Harper extends sanctions on Russian officials, bank
Lee-Anne Goodman, The Canadian Press
Published Friday, March 21, 2014 10:02AM EDT
Last Updated Friday, March 21, 2014 8:25PM EDT
THE HAGUE, Netherlands -- Prime Minister Stephen Harper, poised to become the first G7 leader to witness first-hand the tumult in Ukraine, arrived in Europe on Friday as Canada extended its Russian sanctions amid the most ominous eastern European crisis since the Cold War.
Harper, along with Foreign Affairs Minister John Baird, will take a day trip from the Netherlands to Kyiv on Saturday to reiterate Canada's support to Ukraine, reeling from Russia's formal annexation of Crimea.
"Together with our international allies, our government is taking a strong stance in our support for Ukraine," Harper said in a statement announcing the new sanctions against 14 more Russian officials and their personal bank.

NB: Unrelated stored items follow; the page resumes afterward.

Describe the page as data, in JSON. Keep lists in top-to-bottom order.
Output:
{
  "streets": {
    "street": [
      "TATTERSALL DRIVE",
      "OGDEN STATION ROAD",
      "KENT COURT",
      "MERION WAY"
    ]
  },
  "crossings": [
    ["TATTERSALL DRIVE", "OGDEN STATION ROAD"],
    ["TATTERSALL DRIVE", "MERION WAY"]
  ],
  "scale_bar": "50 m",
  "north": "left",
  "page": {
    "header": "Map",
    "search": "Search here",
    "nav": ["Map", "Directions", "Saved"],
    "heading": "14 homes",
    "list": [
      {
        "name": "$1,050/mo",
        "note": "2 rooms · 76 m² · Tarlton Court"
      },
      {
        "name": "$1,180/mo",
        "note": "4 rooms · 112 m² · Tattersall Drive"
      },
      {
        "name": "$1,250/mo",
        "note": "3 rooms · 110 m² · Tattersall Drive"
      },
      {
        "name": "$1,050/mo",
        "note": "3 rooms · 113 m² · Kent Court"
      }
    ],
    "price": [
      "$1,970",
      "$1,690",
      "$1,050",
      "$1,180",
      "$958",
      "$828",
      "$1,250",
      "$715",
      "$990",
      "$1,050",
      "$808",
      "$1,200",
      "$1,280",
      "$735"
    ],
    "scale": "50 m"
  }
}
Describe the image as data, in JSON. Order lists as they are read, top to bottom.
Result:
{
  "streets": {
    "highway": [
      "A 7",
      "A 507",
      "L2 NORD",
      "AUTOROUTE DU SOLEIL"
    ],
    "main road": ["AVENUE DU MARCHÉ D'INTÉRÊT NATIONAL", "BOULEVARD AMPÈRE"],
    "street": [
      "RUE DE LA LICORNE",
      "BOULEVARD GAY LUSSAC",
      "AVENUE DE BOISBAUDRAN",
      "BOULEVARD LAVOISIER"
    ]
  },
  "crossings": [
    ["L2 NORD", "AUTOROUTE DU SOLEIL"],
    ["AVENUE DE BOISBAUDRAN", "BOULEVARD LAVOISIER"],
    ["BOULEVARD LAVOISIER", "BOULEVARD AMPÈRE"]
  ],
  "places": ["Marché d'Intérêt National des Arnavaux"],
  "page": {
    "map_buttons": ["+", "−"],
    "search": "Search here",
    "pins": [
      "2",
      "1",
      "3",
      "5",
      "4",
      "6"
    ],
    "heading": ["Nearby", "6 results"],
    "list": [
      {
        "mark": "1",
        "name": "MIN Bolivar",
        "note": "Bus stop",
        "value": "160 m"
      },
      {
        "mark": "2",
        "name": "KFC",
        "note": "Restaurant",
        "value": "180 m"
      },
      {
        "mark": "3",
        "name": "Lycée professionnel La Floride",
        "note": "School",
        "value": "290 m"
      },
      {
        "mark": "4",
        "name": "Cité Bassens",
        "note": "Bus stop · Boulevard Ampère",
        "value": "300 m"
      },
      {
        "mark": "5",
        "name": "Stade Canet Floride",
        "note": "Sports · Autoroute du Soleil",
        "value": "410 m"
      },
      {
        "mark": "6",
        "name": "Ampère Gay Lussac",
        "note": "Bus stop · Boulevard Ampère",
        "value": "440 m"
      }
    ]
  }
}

"We continue to take additional actions to limit the capabilities of specific individuals and Bank Rossiya, which are responsible for undermining Ukraine's sovereignty."
The economic restrictions and travel bans cover senior Russian bureaucrats, including the intelligence chief of the Russian general staff and more of President Vladimir Putin's aides and advisers.
They also hit the St. Petersburg-based Bank Rossiya, which the Prime Minister's Office says is the personal bank for senior Russian officials. The sanctions forbid Canadian citizens and companies from doing business with the bank.
Harper and Baird will meet with Ukraine's new prime minister and president in separate meetings on Saturday. The prime minister is the first Group of Seven leader to visit the country since pro-Western demonstrators drove out its government late last month.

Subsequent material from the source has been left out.